Wednesday 6 July 2011

Fast Food Meat Diet

Fast food diets based on meat have become very popular, but the ingredients they contain are not necessarily evident to the eye.

What is a Fast Food Diet?
A diet based on fast food is a tendency to eat meals that have been prepared quickly. This saves time in cooking, and usually turns out cheaper than a traditional meal. Fast food meat, though, such as a sausage or a burger, is a compressed form of minced meat that could contain ingredients that one would not normally eat.

Fast Food Meat
As the ingredients in fast food, such as sausages, burgers and doner kebabs, are not individually visible to the eye, it's hard to determine what this kind of meat product contains, and how much fat is mixed with the meat. It is also hard to know how much saturated fat is in the sausage, burger or doner kebab.

If these ingredients were distributed individually on a plate, many people would probably not eat the whole meal, but once compressed into a single item and heated, these same ingredients are then consumed as a fast food meal based on meat.
 
For more on what is inside a fast food meat diet:
 

Fast Food Diets Based on Meat

Fast food diets based on meat and fat do not reveal the composition of the ingredients
 
What is a Diet?
Fast food diets have changed people's eating habits in the western world, with cheap ready-made meals and sugar-rich drinks being consumed in place of more traditional meals. Britain's National Health Service (NHS), in its online publication NHS choices diet, reviewed 28. 01. 2010, indicates the term diet as referring to 'the food that a person eats during the course of a day or a week'.

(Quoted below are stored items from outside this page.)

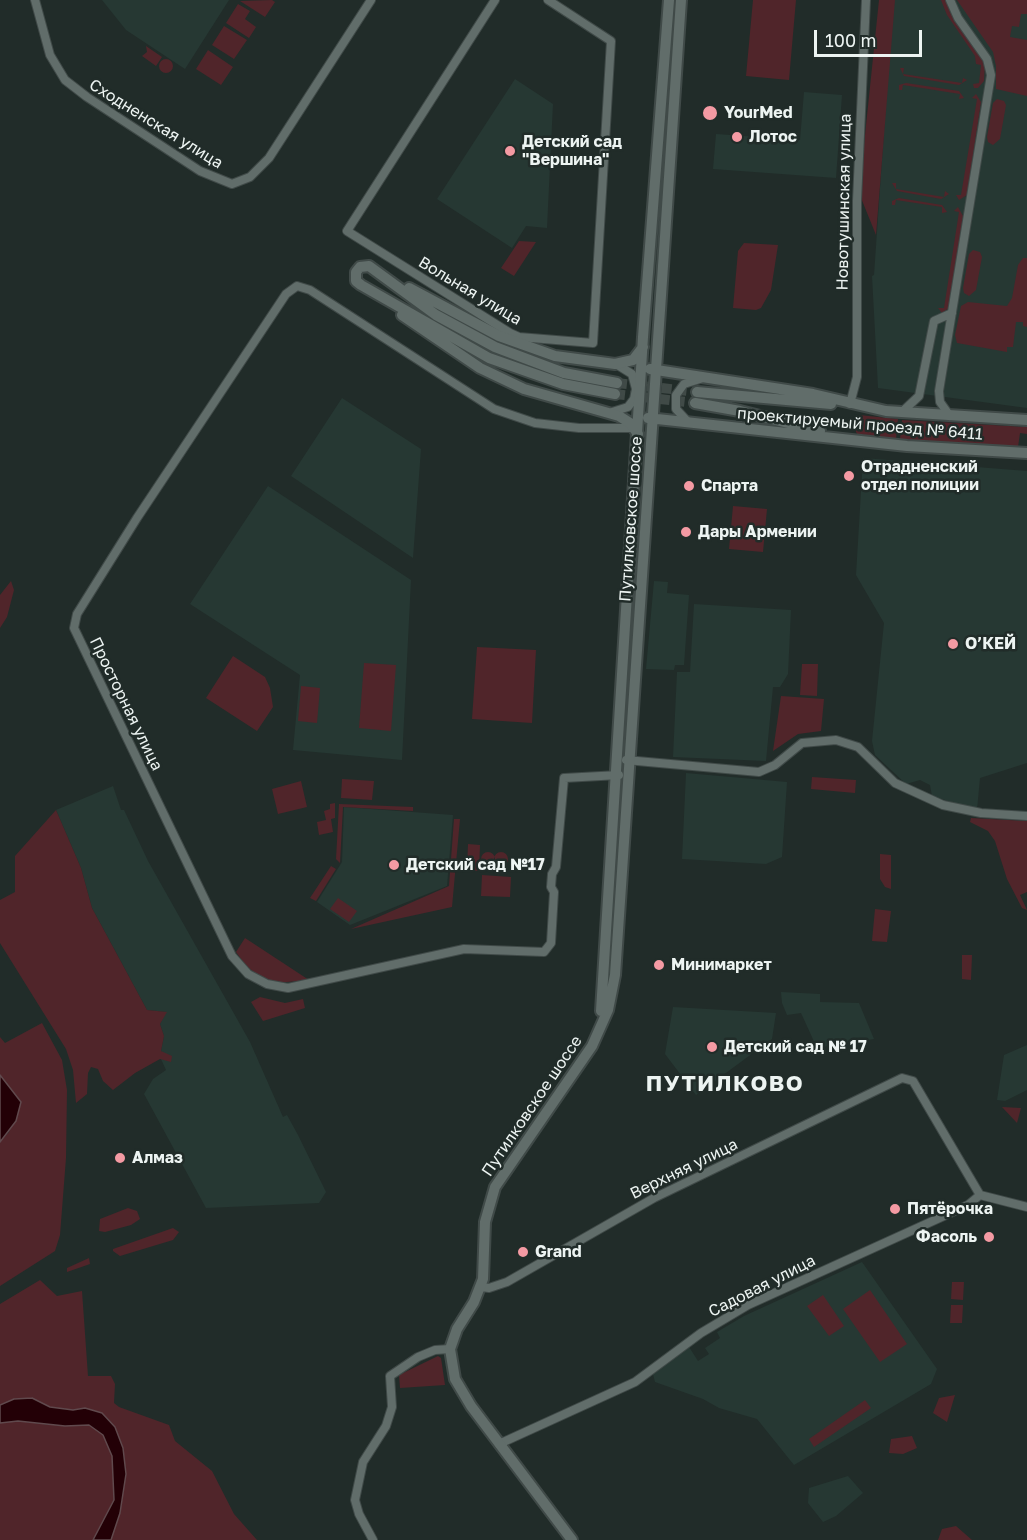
<!DOCTYPE html>
<html>
<head>
<meta charset="utf-8">
<style>
  body { margin:0 }
  #map { position:relative; width:1027px; height:1540px; overflow:hidden; background:#212c29; font-family:"Golos Text",sans-serif }
  canvas { display:block }
  .scale { position:absolute; left:814px; top:30px; width:108px; height:27px; box-sizing:border-box; border:3px solid #edf4f2; border-top:0; padding-left:8px; font-size:18px; line-height:21px; white-space:nowrap; color:#edf4f2; -webkit-text-stroke:4px #212c29; paint-order:stroke }
</style>
</head>
<body>
<div id="map">
<canvas width="1027" height="1540"></canvas>
<div class="scale">100 m</div>
</div>
<script>
const ctx = document.querySelector('canvas').getContext('2d');
ctx.lineJoin = 'round';
function paint(path, color) {
  ctx.fillStyle = color;
  ctx.fill(path, 'evenodd');
}
function shape(rows) {
  const path = new Path2D();
  for (const r of rows) {
    if (r.length === 3) {
      path.moveTo(r[0] + r[2], r[1]);
      path.arc(r[0], r[1], r[2], 0, 2 * Math.PI);
      continue;
    }
    path.moveTo(r[0], r[1]);
    for (let i = 2; i < r.length; i += 2) path.lineTo(r[i], r[i + 1]);
  }
  return path;
}
function stroke(path, color, width, dash) {
  ctx.strokeStyle = color;
  ctx.lineWidth = width;
  ctx.lineCap = dash ? 'butt' : 'round';
  ctx.setLineDash(dash || []);
  ctx.stroke(path);
}
function write(font, color, halo, rows, align = 'center') {
  ctx.font = font + ' "Golos Text",sans-serif';
  ctx.lineWidth = 5;
  ctx.setLineDash([]);
  ctx.textBaseline = 'middle';
  ctx.strokeStyle = halo;
  ctx.fillStyle = color;
  for (const [text, x, y, turn = 0] of rows) {
    ctx.save();
    ctx.translate(x, y);
    ctx.rotate((+turn || 0) * Math.PI / 180);
    ctx.textAlign = isNaN(turn) ? turn : align;
    if (halo) ctx.strokeText(text, 0, 0);
    ctx.fillText(text, 0, 0);
    ctx.restore();
  }
}
paint(shape([
  [102,0,229,0,185,69,126,30],
  [893,0,1027,0,1027,408,878,388,872,276,874,275],
  [515,79,553,104,547,228,526,226,512,248,437,199],
  [804,92,842,95,836,178,713,169,716,134,800,140],
  [342,398,421,449,413,558,291,476],
  [863,458,1027,471,1027,763,980,778,977,810,932,796,930,785,920,780,906,784,875,755,872,741,884,623,856,575],
  [268,486,411,580,402,760,293,750,300,675,190,604],
  [654,581,668,582,667,593,689,595,684,665,675,665,674,670,646,669],
  [694,604,791,610,788,674,780,687,773,687,766,761,673,757,677,672,690,672],
  [686,773,787,782,782,857,766,864,682,859],
  [113,786,121,810,124,810,148,861,250,1042,283,1117,287,1115,298,1135,326,1192,319,1203,206,1208,144,1094,153,1079,166,1070,161,1059,171,1061,161,1051,164,1036,160,1024,166,1012,147,1010,92,908,81,868,56,810],
  [344,807,453,815,447,886,350,925,317,902,342,862],
  [781,992,820,994,820,1002,859,1003,874,1039,817,1048,801,1013,787,1015,782,1003],
  [673,1007,776,1013,772,1039,696,1095,665,1054],
  [1027,1045,1027,1090,1005,1101,997,1100,1004,1055],
  [862,1262,937,1369,931,1384,794,1465,757,1419,719,1408,703,1399,655,1382,653,1374,689,1347,698,1361,709,1354,705,1348,720,1338,717,1332,744,1316],
  [848,1476,863,1493,836,1516,823,1522,808,1503,809,1488]
]), '#263833');
paint(shape([
  [272,0,275,2,265,17,240,1],
  [753,0,796,0,789,80,746,76],
  [879,0,895,0,876,235,859,193],
  [941,0,946,0,950,12,985,62,984,81,978,88,974,88,973,84,979,83,981,65,976,64,975,56,947,15],
  [957,0,1027,0,1027,14,1021,14,1019,27,1012,26,1010,37,1027,40,1027,96,996,89,996,66,993,52],
  [238,4,250,11,245,19,256,27,249,38,226,23],
  [224,26,247,40,234,59,212,45],
  [146,46,162,57,156,66,142,56,147,52],
  [208,50,233,67,221,85,196,69],
  [166,66,7],
  [900,68,904,68,903,74,962,83,963,78,967,80,959,85,904,76],
  [906,83,959,91,964,98,959,99,960,94,903,85,902,90,899,90,899,85],
  [976,94,981,102,967,195,959,200,956,195,961,195,977,99,972,98],
  [997,99,1004,101,1006,105,1000,139,993,145,988,142,987,137,993,103],
  [892,183,896,183,896,189,944,197,945,191,949,194,941,199,897,191],
  [899,198,942,205,947,212,942,213,942,207,896,200,895,205,892,205,892,201],
  [958,207,963,216,949,308,942,313,938,308,944,308,959,212,954,211],
  [519,241,536,242,514,276,501,268],
  [744,243,778,245,771,290,761,308,756,310,733,308,738,251],
  [973,250,980,252,982,257,976,290,969,296,964,293,963,288,969,254],
  [1023,258,1027,258,1027,327,1023,326,1023,322,1016,322,1013,347,1007,347,1007,352,957,343,955,335,961,306,968,302,1007,306,1012,298,1018,265],
  [859,415,898,419,896,439,857,434,852,423,854,418],
  [902,420,1027,427,1027,434,1020,433,1018,447,900,439],
  [733,506,767,509,763,552,729,549],
  [11,581,14,590,7,617,0,628,0,595],
  [477,647,536,650,532,723,472,719],
  [233,656,265,677,270,688,273,707,257,731,206,698],
  [364,663,396,665,391,731,359,728],
  [802,664,818,664,817,696,800,695],
  [301,686,320,688,317,723,298,721],
  [781,696,824,699,821,731,798,734,773,751],
  [812,777,856,780,855,793,811,789],
  [342,779,374,781,372,800,341,798],
  [301,781,307,807,278,814,272,789],
  [335,803,335,818,331,819,333,832,319,835,317,822,326,820,324,811,330,809,330,804],
  [339,804,413,807,413,811,343,807,340,863,336,859],
  [56,810,81,868,92,908,147,1010,167,1012,160,1024,164,1036,161,1051,172,1056,171,1062,160,1059,135,1073,113,1090,103,1081,98,1069,91,1067,88,1073,87,1094,76,1103,73,1070,66,1049,0,943,0,900,15,892,15,856],
  [971,818,1027,821,1027,892,1020,895,1027,910,1022,908,1007,879,995,841,988,831,970,822],
  [454,819,460,819,452,907,351,929,449,886],
  [468,844,480,845,479,871,467,870],
  [488,859,7],
  [501,859,7],
  [880,854,891,855,891,889,885,887,880,879],
  [331,866,336,869,316,901,310,898],
  [482,875,511,877,510,897,481,896],
  [338,898,357,911,349,922,330,909],
  [875,909,891,911,887,942,872,941],
  [245,938,309,980,276,983,258,975,247,967,236,952],
  [962,955,972,955,971,980,962,979],
  [260,997,285,1003,303,999,305,1008,263,1021,251,1002],
  [42,1023,62,1060,67,1090,66,1158,60,1235,55,1251,0,1286,0,1142,9,1132,21,1102,0,1075,0,1037,5,1043],
  [1002,1107,1021,1108,1017,1123],
  [128,1208,137,1211,140,1219,131,1225,105,1232,99,1231,100,1219],
  [173,1228,179,1232,173,1240,120,1256,113,1251,113,1249],
  [89,1258,90,1264,67,1272,67,1268],
  [40,1280,57,1296,82,1291,88,1376,111,1376,115,1384,114,1403,119,1407,169,1425,175,1441,212,1471,234,1514,257,1540,111,1540,120,1513,126,1474,123,1447,115,1427,107,1418,102,1413,85,1408,73,1410,43,1406,32,1398,14,1399,0,1405,0,1304],
  [952,1282,964,1282,963,1300,951,1299],
  [870,1290,907,1344,880,1362,843,1309],
  [823,1295,844,1326,829,1336,807,1306],
  [951,1305,963,1305,962,1323,950,1323],
  [438,1356,441,1358,445,1385,400,1388,399,1375],
  [955,1395,947,1422,933,1413,939,1398],
  [865,1400,871,1408,814,1447,809,1439],
  [18,1421,51,1425,89,1425,103,1434,112,1456,114,1500,93,1540,0,1540,0,1423],
  [912,1436,917,1448,903,1454,889,1453,891,1439],
  [956,1526,972,1540,938,1540,942,1529]
]), '#50252a');
const water = shape([
  [0,1075,21,1102,16,1121,0,1142,0,1075],
  [32,1398,50,1407,73,1410,85,1408,102,1413,115,1427,123,1448,126,1474,120,1513,111,1540,93,1540,114,1500,112,1456,103,1435,89,1425,65,1426,18,1421,0,1423,0,1405,14,1399,32,1398]
]);
paint(water, '#230006');
stroke(water, '#60494d', 1.5);
stroke(shape([
  [617,383,697,392],
  [615,394,695,403]
]), '#404a47', 10, [10, 5]);
const street = shape([
  [35,0,50,55,65,80,87,97,200,171,232,184,250,177,269,158,371,0],
  [495,0,347,231,510,333,519,337,593,343,611,41,548,0],
  [950,0,958,18,987,59,991,75,939,391,940,402,950,416],
  [850,404,857,377,857,201,866,0],
  [612,412,628,407,634,399,636,389,632,374,616,364],
  [902,412,919,396,934,321,952,313],
  [688,422,676,409,676,395,684,384,700,379],
  [626,760,759,772,775,765,802,743,836,740,858,747,895,783,943,805,981,813,1027,816],
  [619,775,564,778,556,867,552,874,551,887,554,892,551,943,544,952,464,949,288,988,267,984,248,974,232,956,74,628,77,614,137,518,286,294,297,286,310,290,494,409,535,423,579,428,637,428],
  [980,1195,1027,1207],
  [481,1287,489,1288,507,1282,654,1198,902,1078,913,1081,980,1195],
  [499,1444,635,1382,701,1333,748,1305,968,1205,980,1195],
  [373,1540,359,1514,355,1500,363,1462,386,1426,392,1407,390,1376,418,1357,435,1350,450,1349]
]);
const secondary = shape([
  [409,288,499,336,555,356,615,364,633,360,643,347],
  [402,315,480,368,524,389,619,416,630,423,638,434],
  [650,369,813,394,886,411,1027,420],
  [697,392,831,404],
  [615,394,563,384,489,358,361,285,356,281,356,272,360,267,369,266,436,315,495,347,564,373,617,383],
  [695,403,740,411,820,431],
  [648,418,907,446,1027,453],
  [601,1011,643,337,669,0],
  [572,1540,471,1406,455,1379,450,1349,457,1329,474,1302,483,1279,485,1222,495,1187,592,1046,608,1010,615,975,681,0]
]);
stroke(street, '#404a48', 10);
stroke(secondary, '#404a48', 14);
stroke(street, '#616d6a', 8);
stroke(secondary, '#616d6a', 10);
for (const [x, y, r, color] of [
  [710,113,8,"#f49aa3"],
  [737,137,6,"#f49aa3"],
  [510,151,6,"#f49aa3"],
  [849,476,6,"#f49aa3"],
  [689,486,6,"#f49aa3"],
  [686,532,6,"#f49aa3"],
  [953,644,6,"#f49aa3"],
  [394,865,6,"#f49aa3"],
  [659,965,6,"#f49aa3"],
  [712,1047,6,"#f49aa3"],
  [120,1158,6,"#f49aa3"],
  [895,1209,6,"#f49aa3"],
  [989,1237,6,"#f49aa3"],
  [523,1252,6,"#f49aa3"]
]) {
  const dot = new Path2D();
  dot.arc(x, y, r, 0, 2 * Math.PI);
  ctx.fillStyle = color;
  ctx.fill(dot);
  stroke(dot, '#212c29', 2);
}
write('bold 16px', '#edf4f2', '#212c29', [
  ["YourMed",724,113],
  ["Лотос",749,137],
  ["Детский сад",522,142],
  ["\"Вершина\"",522,160],
  ["Отрадненский",861,467],
  ["отдел полиции",861,485],
  ["Спарта",701,486],
  ["Дары Армении",698,532],
  ["О’КЕЙ",965,644],
  ["Детский сад №17",406,865],
  ["Минимаркет",671,965],
  ["Детский сад № 17",724,1047],
  ["Алмаз",132,1158],
  ["Пятёрочка",907,1209],
  ["Фасоль",977,1237,"right"],
  ["Grand",535,1252]
], 'left');
write('16px', '#edf4f2', '#212c29', [
  ["Сходненская улица",156,124,32],
  ["Новотушинская улица",844,202,-89],
  ["Вольная улица",470,291,31],
  ["проектируемый проезд № 6411",860,424,5],
  ["Путилковское шоссе",631,519,-86],
  ["Просторная улица",126,704,64],
  ["Путилковское шоссе",532,1106,-56],
  ["Верхняя улица",684,1169,-26],
  ["Садовая улица",762,1286,-27]
]);
ctx.letterSpacing = '1.5px';
write('bold 22px', '#edf4f2', '#212c29', [
  ["ПУТИЛКОВО",725,1084]
]);
ctx.letterSpacing = '0px';
</script>
</body>
</html>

This guideline assumes that people need to know what they are eating. Many people following a fast food diet based on meat and soft drinks, however, may be unaware of the amounts of fat, salt and sugar they are consuming, as fast food products are each made up of different ingredients. This unawareness could be one of the reasons that contribute to the wide-spread consumption of fast foods in western society, yet there are also other decisive factors.

The Fast Food Time-Factor

One reason why people go for fast food lies in the name fast food: a dish that is already prepared, heated and ready for eating. One need only order, and it will be served immediately, or at least within a very short time. Plenty of time is spared, as no shopping is involved, no carrying bags of food through the town all the way to the door-step, no unpacking of shopping inside the kitchen. Vegetables needn't be cleaned and sliced, and sticky wrappers containing meat needn't be disposed of in the bin. There is no need to stand in front of the oven and hot-plates tending to the cooking. Pots, pans, plates and cutlery needn't be washed and dried after the meal has been eaten.

The Fast Food Cost-Factor

Fast food is generally cheap, as the ingredients it contains are produced using low-cost products. Fast food meat burgers and sausages contain a high content of fat, while water-based soft drinks contain added gas and sugar. Burgers and sausages are produced in enormous quantities in food-processing factories using machinery. The production method is cheap, and the resulting product is a minced and compressed mixture of meat and fat.

It can actually work out cheaper to buy a ready-prepared fast food meal than to buy the ingredients in a shop, even without calculating the time saved on shopping, cooking and washing the dishes. The reason for this lies in the high amount of fat in fast food meat ingredients and the fact that meat cuttings and fat have been compressed into a paste that, once shaped into a burger or sausage, needs only a short time to be heated and cooked.

Fast Food Appearance
Fast foods are usually represented by big pictures visible inside the catering shops that serve them, such as a bread-roll containing a large hamburger, dressing and tomato ketchup. This often attracts the appetite of passers-by, and, combined with the low cost factor in obtaining a fast food meal, has a tremendous effect on people's decision to opt out of a cooking session at home or a more expensive meal in a restaurant.

The combination of fast food with drinks produced from water to which gas and sugar have been added, completes the diet cycle deriving from a fast and economic meal. Traditional drinks like ale, wine and mineral water do not tend to be consumed with a typical fast food dish, whereas artificially sweetened drinks commonly served with fast food have an appealing effect on a person's appetite owing to the gas they contain.

The visual aspect of fast food meat products does not reveal their content of fat and assortments of different meat, and so a burger or a sausage is essentially a unified product deriving from various ingredients that cannot be separated from each other before being consumed. Whereas a steak or lamb-chop can be served with the fat, and this can be separated from the meat with knife and fork, a fast food burger or sausage can only be consumed with all its ingredients intact.

Calories and Nutritional Values in a Fast Food Diet
Fast food based on meat and animal fat does not visibly reveal the individual ingredients that make up the product, so the consumer cannot know how to determine its nutritional value and the calories it contains. This can result in excessive consumption of saturated fat, total fat and cholesterol. Similarly, the added sugar content in soft drinks remains an integral part of the beverage and is not discernible to the eye.

The recommended daily consumption of various kinds of food in relation to their nutritional value, and the total recommended intake of calories, both for children and adults, is based on government-approved guidelines. These guidelines have been set out in order to prevent obesity and various forms of diet-related problems, including heart disease, diabetes and high cholesterol.